### Instructions for the task
Look for "down" in each line of the records, and copy the lines that have it.

### Provided information
⟨
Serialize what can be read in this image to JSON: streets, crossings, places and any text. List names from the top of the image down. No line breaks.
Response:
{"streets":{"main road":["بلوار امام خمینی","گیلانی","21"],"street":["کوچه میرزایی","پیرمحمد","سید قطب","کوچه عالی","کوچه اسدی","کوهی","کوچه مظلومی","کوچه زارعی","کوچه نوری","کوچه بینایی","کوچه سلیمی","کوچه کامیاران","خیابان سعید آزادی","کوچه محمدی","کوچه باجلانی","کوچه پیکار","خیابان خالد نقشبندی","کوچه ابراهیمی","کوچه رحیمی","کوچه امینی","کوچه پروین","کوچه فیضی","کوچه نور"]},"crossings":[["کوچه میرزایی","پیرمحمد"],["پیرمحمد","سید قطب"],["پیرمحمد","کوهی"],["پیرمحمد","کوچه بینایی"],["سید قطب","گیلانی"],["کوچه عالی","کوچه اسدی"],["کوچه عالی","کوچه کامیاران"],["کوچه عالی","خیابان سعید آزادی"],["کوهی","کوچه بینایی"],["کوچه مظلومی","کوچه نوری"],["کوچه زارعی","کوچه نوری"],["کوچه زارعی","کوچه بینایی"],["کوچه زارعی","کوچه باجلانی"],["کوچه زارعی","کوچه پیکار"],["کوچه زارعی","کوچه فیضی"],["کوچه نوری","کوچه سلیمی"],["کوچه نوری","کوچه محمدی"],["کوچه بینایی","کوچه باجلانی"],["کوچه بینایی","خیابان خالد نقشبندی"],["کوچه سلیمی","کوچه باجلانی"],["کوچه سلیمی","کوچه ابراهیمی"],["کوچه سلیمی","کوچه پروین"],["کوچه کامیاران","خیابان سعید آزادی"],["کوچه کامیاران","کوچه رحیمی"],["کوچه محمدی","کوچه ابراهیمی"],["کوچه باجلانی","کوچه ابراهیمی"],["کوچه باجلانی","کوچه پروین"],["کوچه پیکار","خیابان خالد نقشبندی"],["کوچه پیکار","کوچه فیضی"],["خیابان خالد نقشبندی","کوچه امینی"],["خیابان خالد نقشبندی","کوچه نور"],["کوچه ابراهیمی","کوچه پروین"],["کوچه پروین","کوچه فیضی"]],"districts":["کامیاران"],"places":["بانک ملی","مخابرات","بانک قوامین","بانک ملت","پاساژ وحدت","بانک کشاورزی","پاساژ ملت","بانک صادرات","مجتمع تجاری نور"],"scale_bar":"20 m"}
⟩
⟨
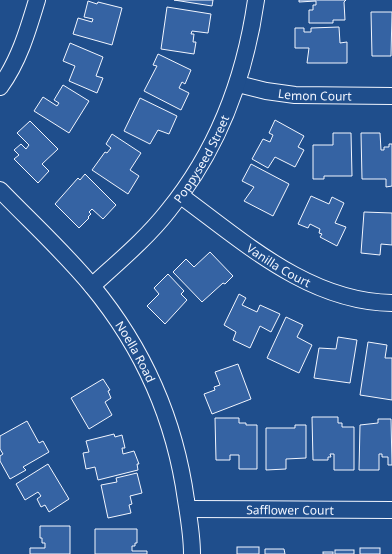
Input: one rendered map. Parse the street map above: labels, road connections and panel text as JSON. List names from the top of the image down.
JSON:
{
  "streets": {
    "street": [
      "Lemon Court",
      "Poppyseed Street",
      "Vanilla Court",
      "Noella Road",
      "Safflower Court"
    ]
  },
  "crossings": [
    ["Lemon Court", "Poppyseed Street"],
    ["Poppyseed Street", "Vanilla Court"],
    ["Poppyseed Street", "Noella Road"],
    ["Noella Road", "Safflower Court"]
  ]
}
⟩
### Answer to the problem
Serialize what can be read in this image to JSON: streets, crossings, places and any text. List names from the top of the image down. No line breaks.
Input: one rendered map. Parse the street map above: labels, road connections and panel text as JSON. List names from the top of the image down.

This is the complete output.